Patrick Hunt

National Lecturer for the Archeological Institute of America’s Stanford Society

Hannibal’s Secret Weapon

 

Patrick N. Hunt has been teaching at Stanford University since 1993 and directed the Stanford Alpine Archaeology Project between 1994-2012, which received sponsorship from the National Geographic Society in 2007-2008 and has been featured at National Geographic Learning events through 2017 as well as written up in National Geographic. Under National Geographic auspices Hunt conducted research in Spain and Carthage (Tunisia) as well in the Pyrenees, continuing in France, Italy and also Turkey where Hannibal lived his last years. The research project has independently continued since 2013 as the Hannibal Expedition, annually conducting research between Italy and France.

In 1996 Hunt found the 9,000 ft. high quarry for the Temple of Jupiter in the Fenetre de Ferret pass adjacent to the Great St.
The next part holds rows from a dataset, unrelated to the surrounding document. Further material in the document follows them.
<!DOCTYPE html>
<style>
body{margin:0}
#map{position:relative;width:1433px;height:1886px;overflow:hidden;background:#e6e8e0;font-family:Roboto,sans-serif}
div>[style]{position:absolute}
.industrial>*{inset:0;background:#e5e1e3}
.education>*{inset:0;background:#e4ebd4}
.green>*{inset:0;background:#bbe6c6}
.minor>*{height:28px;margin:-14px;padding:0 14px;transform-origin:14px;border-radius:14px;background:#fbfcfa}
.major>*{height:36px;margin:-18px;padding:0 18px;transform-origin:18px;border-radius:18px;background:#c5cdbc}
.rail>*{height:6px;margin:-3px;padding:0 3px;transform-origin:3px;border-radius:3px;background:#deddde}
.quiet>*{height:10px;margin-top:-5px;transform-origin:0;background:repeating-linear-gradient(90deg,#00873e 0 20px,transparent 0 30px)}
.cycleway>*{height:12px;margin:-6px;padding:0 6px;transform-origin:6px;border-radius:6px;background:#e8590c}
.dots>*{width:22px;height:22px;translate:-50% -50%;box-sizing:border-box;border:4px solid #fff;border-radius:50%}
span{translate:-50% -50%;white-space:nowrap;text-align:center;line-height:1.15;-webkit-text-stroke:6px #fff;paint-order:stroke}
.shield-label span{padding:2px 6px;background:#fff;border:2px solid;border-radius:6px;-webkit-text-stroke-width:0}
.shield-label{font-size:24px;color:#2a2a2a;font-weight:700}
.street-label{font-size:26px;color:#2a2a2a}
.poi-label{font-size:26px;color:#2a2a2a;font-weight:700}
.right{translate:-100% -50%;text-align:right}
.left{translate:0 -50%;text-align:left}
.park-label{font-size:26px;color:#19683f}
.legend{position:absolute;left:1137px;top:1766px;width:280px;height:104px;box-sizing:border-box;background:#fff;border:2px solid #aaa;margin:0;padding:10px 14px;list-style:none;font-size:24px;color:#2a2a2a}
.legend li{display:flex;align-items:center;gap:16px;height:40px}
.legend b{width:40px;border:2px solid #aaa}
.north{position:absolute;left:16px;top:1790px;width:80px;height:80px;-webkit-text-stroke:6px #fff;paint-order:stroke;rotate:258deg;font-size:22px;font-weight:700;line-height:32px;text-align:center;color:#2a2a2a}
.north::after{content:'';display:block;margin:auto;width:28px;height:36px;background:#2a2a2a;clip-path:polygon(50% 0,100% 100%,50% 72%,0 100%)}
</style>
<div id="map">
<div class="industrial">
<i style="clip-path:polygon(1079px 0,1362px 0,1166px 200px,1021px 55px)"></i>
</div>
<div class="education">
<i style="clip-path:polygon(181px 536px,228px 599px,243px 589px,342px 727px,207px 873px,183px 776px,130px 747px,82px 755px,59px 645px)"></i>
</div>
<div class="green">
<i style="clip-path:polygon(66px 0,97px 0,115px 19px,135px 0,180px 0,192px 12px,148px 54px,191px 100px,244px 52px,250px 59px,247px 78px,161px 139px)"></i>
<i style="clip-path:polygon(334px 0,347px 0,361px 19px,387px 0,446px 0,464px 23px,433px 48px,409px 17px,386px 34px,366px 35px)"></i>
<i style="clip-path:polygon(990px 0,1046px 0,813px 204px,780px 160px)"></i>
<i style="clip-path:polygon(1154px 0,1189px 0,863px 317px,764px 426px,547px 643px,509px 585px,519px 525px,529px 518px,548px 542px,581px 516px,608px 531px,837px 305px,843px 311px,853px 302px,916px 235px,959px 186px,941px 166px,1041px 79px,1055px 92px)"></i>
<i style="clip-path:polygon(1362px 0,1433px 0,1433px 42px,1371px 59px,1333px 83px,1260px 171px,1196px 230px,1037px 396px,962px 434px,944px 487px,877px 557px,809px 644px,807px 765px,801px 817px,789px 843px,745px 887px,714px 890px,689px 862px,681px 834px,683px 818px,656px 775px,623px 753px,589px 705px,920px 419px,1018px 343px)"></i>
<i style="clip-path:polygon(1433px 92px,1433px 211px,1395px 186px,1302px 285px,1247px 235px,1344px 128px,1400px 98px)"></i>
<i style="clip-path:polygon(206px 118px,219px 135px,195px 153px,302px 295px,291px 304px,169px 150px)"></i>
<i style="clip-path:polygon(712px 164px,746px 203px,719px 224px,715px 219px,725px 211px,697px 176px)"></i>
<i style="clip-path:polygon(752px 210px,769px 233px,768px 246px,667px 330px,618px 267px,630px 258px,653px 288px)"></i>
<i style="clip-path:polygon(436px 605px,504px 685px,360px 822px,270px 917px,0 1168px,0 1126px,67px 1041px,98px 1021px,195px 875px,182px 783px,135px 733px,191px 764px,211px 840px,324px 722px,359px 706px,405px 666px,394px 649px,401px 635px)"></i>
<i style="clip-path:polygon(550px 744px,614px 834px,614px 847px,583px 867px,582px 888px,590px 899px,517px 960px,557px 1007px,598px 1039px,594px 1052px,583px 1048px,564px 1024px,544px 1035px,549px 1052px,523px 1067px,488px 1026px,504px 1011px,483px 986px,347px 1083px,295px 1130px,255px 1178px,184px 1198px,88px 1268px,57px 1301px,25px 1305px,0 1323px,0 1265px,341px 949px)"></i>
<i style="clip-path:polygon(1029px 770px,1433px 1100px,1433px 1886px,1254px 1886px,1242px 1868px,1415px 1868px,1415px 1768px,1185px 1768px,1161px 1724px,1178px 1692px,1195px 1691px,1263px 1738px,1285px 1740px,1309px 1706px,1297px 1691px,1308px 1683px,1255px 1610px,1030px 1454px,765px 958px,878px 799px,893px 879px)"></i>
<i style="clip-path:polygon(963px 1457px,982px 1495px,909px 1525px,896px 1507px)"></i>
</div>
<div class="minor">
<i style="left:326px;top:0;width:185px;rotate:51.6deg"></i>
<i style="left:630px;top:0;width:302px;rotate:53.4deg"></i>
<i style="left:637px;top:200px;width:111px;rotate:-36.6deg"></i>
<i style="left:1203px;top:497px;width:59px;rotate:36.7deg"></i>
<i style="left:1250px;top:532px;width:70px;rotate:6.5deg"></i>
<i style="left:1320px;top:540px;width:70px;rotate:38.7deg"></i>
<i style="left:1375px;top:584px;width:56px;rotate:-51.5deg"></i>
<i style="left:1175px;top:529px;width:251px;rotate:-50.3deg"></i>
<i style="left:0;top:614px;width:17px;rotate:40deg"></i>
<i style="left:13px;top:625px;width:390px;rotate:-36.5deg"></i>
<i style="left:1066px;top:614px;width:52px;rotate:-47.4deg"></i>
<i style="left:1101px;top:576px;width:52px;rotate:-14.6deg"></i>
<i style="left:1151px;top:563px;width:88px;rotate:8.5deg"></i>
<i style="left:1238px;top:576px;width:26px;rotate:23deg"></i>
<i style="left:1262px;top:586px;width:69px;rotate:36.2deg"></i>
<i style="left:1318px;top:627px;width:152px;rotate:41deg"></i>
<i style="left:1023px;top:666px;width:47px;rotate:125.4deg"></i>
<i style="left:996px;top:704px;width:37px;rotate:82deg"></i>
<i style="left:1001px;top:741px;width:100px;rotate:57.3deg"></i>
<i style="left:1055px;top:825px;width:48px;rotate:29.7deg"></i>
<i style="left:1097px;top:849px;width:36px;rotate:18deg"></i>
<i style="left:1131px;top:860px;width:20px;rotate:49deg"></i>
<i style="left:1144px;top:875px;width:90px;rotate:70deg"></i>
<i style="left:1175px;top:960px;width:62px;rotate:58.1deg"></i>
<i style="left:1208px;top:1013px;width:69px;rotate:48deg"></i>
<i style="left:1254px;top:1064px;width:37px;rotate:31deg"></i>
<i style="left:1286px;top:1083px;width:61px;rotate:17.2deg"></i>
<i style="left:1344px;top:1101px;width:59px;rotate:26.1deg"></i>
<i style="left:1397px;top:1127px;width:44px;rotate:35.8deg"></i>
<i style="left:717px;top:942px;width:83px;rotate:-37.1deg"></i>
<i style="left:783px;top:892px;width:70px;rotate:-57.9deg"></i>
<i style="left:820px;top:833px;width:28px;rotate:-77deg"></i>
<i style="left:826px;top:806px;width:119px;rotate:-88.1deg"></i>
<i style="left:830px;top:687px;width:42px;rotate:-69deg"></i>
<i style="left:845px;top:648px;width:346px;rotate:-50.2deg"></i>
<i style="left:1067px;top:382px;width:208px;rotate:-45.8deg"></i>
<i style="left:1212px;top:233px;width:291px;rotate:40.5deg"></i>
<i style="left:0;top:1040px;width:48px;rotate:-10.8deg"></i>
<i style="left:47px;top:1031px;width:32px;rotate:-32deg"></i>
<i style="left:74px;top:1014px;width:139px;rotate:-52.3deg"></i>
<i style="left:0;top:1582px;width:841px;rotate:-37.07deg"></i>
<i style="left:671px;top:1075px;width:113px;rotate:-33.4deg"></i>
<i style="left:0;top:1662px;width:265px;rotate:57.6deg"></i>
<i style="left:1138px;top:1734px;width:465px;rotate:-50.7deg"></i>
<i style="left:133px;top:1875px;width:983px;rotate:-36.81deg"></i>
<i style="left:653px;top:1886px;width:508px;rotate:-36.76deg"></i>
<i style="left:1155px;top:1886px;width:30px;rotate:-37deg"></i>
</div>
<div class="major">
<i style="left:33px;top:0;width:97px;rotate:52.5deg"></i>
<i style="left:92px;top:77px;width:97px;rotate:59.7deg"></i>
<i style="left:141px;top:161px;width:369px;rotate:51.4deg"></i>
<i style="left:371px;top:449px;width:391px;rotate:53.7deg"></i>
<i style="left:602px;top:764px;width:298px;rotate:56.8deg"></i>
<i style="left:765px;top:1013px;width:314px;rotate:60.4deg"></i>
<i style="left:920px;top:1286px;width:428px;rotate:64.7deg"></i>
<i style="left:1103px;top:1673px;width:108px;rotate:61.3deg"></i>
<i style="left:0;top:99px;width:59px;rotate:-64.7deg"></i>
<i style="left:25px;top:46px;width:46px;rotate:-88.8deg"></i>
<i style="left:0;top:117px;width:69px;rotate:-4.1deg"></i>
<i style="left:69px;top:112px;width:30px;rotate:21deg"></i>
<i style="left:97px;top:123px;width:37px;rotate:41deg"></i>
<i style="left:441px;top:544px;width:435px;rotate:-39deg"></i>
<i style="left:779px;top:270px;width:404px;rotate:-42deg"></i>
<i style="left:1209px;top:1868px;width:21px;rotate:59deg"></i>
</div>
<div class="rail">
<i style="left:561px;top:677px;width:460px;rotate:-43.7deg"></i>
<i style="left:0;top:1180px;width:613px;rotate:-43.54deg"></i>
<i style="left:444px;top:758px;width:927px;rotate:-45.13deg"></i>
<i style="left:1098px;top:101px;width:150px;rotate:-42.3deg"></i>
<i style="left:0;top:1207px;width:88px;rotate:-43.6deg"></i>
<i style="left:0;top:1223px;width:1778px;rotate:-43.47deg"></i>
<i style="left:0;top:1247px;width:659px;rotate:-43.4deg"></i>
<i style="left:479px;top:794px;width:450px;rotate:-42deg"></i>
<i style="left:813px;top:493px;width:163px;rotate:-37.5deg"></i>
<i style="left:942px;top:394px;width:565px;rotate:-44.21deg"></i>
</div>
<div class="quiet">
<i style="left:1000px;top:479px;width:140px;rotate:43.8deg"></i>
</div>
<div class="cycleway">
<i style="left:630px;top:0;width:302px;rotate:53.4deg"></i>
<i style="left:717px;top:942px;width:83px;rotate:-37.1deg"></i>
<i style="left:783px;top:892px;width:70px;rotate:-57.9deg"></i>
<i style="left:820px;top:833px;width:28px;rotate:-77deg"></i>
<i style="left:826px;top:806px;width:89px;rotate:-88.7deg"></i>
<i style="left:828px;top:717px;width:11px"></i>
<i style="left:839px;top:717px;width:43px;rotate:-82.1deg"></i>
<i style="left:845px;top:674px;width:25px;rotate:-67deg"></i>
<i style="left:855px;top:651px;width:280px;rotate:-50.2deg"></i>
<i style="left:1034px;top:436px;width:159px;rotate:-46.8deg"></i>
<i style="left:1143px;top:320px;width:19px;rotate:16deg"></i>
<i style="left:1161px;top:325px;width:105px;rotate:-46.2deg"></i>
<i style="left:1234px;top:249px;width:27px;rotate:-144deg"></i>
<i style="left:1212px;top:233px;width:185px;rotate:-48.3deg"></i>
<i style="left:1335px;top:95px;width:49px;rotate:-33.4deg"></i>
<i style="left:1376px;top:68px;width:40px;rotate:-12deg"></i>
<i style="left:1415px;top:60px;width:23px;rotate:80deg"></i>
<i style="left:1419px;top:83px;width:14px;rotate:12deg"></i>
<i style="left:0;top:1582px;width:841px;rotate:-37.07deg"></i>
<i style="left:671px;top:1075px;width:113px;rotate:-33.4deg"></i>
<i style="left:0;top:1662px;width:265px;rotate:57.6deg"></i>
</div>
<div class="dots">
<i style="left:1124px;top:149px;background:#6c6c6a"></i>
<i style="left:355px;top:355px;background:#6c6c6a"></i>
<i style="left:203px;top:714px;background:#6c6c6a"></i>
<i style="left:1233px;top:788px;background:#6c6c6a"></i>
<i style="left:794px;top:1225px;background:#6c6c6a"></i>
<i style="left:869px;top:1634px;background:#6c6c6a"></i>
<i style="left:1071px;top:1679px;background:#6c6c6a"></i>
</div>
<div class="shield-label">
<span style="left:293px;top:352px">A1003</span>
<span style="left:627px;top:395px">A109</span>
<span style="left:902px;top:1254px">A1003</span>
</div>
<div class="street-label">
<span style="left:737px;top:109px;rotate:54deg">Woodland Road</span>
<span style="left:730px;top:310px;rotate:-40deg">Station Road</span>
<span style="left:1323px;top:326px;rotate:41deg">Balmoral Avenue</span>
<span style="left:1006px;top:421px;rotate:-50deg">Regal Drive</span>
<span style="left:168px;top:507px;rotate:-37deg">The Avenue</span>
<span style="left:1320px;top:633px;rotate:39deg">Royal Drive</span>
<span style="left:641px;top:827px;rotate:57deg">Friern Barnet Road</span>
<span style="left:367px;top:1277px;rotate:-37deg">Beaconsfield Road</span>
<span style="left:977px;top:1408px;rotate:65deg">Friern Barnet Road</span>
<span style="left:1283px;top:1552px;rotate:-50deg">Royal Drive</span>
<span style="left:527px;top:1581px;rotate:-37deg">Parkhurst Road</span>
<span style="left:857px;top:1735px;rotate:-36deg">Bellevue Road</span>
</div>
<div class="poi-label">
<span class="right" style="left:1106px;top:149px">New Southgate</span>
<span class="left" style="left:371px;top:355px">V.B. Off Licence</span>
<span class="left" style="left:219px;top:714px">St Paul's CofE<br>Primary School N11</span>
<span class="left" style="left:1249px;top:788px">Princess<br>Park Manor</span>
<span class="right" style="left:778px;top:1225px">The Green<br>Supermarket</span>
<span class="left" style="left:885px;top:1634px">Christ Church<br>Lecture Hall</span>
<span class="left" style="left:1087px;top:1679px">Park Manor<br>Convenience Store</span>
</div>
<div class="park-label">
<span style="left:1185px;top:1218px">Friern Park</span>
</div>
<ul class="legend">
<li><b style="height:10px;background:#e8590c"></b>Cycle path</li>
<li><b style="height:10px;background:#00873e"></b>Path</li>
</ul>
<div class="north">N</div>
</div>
Bernard Pass between Italy and Switzerland and directed a team that discovered and excavated a Roman silver coin hoard in the Swiss Alps in 2003.

Germane to this new biography of Hannibal, one of Hunt’s primary research interests has been to track Hannibal’s crossing of the Alps in 218 BCE and examine major Hannibal battlefields from 218-202 BCE. Annually between 1996 and 2016, Patrick led Stanford teams across Spain, France and Italy including over at least 30 Alpine passes in search of topographic clues matching the texts of Polybius and Livy who wrote about Hannibal nearly two millennia ago.

Patrick has been an elected Fellow of the Royal Geographical Society since 1989 and has been a National Lecturer for the Archaeological Institute of America since 2009. He has served as President of the Archaeological Institute of America’s Stanford Society since 1995. Hunt is also an Expedition Expert for National Geographic Expeditions 2016-2017 in montane European regions and he is often featured in National Geographic documentaries.